Вместе они прошли в небольшую гостиную, что по сравнению с бараком казалась просто раем. Черные стены ветхого дома – не белоснежные стены двухкомнатной квартиры. Просторный балкон с видом на город – не грязный подоконник с выходом на тёмный замусоренный двор.
Комментарий к IX Переворот
Сонмы рук трудовых не на фабриках города!
Сколько ж нас по стране в пытке глада и морока?
Президентская кровь, словно горн, обжигает,
Бьёт сильнее, чем бомба, в кипеньи взрывает!
И я верю, что снова кулак наш ударит.
О, мой гимн, как же плохо выходишь ты,
Когда песнь заглушает все страхи.
Цепенеет живой, но в агонии мечты
Разыщи себя в вечности взмахе.
Ведь ты тишь и покой в этой пытке и мраке.

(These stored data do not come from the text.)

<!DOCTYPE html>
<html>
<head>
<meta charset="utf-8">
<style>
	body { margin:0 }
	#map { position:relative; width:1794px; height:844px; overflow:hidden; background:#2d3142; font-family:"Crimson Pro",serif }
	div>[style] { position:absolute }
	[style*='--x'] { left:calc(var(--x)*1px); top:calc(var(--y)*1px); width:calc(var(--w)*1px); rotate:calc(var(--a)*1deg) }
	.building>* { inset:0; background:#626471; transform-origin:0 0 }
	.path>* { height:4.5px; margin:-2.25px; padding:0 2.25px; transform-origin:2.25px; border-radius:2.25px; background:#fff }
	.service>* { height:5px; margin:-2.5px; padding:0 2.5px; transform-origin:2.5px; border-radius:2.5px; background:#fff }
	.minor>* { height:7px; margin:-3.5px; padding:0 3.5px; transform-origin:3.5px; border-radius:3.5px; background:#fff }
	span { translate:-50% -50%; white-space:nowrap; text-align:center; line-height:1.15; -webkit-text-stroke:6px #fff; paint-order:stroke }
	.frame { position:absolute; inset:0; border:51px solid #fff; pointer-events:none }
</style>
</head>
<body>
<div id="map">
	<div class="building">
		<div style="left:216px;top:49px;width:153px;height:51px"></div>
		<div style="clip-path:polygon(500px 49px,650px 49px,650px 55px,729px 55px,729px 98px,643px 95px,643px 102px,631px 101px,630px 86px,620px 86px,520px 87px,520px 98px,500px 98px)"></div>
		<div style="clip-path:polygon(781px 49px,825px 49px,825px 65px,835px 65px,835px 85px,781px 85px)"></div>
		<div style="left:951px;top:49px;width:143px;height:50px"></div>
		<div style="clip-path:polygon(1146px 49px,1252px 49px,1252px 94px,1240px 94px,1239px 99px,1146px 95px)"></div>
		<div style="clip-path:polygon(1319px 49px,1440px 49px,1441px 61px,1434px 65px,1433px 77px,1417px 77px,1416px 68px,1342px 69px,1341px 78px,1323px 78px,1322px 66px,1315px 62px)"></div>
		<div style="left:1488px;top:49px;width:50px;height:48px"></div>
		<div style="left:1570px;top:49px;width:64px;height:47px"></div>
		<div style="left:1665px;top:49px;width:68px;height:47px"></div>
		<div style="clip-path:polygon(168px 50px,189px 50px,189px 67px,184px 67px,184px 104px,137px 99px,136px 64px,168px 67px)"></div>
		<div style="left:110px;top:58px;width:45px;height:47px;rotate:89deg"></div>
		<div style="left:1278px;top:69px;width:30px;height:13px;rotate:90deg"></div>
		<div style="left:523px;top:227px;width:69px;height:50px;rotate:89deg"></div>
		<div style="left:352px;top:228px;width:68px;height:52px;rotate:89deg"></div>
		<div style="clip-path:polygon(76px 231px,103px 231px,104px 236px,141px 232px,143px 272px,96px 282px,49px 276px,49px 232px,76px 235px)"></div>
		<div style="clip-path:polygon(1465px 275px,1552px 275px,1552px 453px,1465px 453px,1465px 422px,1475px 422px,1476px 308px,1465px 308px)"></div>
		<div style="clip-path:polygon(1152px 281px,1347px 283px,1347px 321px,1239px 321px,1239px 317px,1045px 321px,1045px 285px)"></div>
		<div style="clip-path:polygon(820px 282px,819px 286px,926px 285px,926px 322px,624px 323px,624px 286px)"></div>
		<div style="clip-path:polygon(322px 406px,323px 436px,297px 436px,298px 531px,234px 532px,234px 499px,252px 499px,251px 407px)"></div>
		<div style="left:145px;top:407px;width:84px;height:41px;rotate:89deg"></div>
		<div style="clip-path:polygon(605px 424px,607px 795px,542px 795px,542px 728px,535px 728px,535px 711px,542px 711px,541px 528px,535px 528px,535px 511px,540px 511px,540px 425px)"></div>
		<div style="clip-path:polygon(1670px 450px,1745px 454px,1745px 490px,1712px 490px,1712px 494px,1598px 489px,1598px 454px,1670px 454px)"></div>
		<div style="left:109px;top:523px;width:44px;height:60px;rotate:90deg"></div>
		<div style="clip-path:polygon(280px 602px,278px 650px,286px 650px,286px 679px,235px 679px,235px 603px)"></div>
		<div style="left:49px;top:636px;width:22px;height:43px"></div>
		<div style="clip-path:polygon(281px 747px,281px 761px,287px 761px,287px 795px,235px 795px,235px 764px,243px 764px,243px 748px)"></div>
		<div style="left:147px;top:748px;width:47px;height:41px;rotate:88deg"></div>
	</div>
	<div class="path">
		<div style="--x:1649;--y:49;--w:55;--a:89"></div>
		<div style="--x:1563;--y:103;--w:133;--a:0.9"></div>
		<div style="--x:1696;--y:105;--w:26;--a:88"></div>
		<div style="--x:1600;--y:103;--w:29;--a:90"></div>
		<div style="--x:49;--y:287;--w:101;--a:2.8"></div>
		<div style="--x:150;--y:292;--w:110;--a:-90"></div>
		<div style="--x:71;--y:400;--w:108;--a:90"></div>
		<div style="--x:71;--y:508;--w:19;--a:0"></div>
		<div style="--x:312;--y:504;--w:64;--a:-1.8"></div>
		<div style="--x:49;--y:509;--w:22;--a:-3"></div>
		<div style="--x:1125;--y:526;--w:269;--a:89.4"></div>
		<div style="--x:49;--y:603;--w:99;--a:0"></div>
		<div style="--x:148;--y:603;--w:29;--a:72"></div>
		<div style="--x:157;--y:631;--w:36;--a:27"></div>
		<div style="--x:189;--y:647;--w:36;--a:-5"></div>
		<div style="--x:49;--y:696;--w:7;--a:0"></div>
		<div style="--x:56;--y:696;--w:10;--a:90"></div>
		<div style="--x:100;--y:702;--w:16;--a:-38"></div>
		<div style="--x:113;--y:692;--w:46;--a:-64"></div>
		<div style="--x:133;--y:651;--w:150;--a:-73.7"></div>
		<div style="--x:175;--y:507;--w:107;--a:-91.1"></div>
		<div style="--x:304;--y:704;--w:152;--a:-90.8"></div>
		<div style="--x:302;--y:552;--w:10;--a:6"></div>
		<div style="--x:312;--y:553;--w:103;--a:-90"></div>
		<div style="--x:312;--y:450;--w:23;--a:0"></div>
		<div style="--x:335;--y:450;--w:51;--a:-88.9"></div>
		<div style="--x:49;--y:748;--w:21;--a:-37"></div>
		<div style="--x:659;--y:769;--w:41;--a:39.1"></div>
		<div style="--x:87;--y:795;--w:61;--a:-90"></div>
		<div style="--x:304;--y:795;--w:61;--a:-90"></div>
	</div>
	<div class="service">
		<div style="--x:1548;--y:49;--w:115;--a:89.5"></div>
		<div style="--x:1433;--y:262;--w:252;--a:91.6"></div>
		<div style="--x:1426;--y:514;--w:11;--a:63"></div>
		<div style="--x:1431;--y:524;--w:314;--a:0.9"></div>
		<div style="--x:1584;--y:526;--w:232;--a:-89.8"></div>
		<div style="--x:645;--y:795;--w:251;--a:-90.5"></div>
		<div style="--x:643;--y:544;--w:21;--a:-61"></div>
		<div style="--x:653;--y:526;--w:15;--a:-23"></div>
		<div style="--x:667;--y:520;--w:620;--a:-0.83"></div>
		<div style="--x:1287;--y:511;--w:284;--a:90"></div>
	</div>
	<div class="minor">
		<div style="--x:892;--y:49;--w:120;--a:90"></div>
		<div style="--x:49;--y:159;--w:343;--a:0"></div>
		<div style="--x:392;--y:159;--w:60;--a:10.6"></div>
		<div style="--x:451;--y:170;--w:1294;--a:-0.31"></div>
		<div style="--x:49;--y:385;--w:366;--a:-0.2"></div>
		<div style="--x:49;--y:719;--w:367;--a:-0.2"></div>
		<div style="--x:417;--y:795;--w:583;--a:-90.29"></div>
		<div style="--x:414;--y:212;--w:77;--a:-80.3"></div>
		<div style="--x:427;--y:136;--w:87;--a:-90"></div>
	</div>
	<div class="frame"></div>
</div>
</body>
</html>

То, что я никогда не видел, когда явился на свет,
Что я чувствовал и что я чувствую, откроет момент…
Перевод авторский
========== X Покушение ==========
Комментарий к X Покушение
Они пришли с пустынных
Песчаных лон, холмов, морей.
Все реже бьётся сердце, но
Путь продлится сотни дней.
Знаком им вид могильный,
Хлеб вкусить всё тяжелей.
Они пришли с пустынных
Песчаных лон, холмов, морей.
Товарищ им сказал одно:
Людей быт тверже скал.
Истории всех штолен,
Всех поселений стран,
Душа страданьем дышит,
Унижена она.
Настал тот день и вся толпа
Уж братство поняла.
К работе вновь готовы,
Шахтёр и рыболов,
Надежды песнь, как волны,
Союз создали вновь!
Тростник и барабаны,
Железных флейт напев,
Посев взойдёт желанный!
Блаженный всем посев!
Перевод авторский
Один из судей военного трибунала, Пабло Пагано, родился в городе Ла-Серена в 1945 году в семье полковника Пагано-старшего. Его отец отличился в Первой Мировой на западном фронте, воюя на стороне Антанты в армии Италии. В свои восемнадцать лет он уже имел множество наград. Впоследствии он принимал участие в интервенции в РСФСР. У Пагано-старшего была мечта, чтобы его сын Пабло пошёл по его стопам, став солдатом. В 1950 году семья переехала в Вальпараисо, где и прошло детство будущего председателя. Будучи полковником, его отец знал, что такое война, но не страшился отправлять туда сына. В семье царил дух консерватизма, который Пабло впитал вместе с молоком матери. Она также видела его солдатом, правда, всё время по-разному. Перед ней возникал то образ отважного командира пехоты, то грозного морского капитана, то искусного лётчика. Пабло желал попасть в военное училище, но не смог пройти медкомиссию из-за искривления позвоночника. Тогда отец принял меры, чтобы гарантировать сыну поступление. Семья переехала в Ла-Серену, где отец сделал всё, чтобы его сын стал солдатом. Причина переезда была проста – делегат в Палате представителей Конгресса занимал там высокое положение и к тому же был лучшим другом дяди Пабло. Отец был уверен, что получит от него рекомендательное письмо. К тому же он желал разыскать специалиста, способного выправить искривленный позвоночник Пабло, из-за которого его не хотели принимать в училище. В 1964 году Пабло всё же был зачислен. Часть его молодости прошла в Сантьяго в доме дяди со стороны отца, судьи Федерико Пагано, входившего в высшее общество и в политические круги столицы.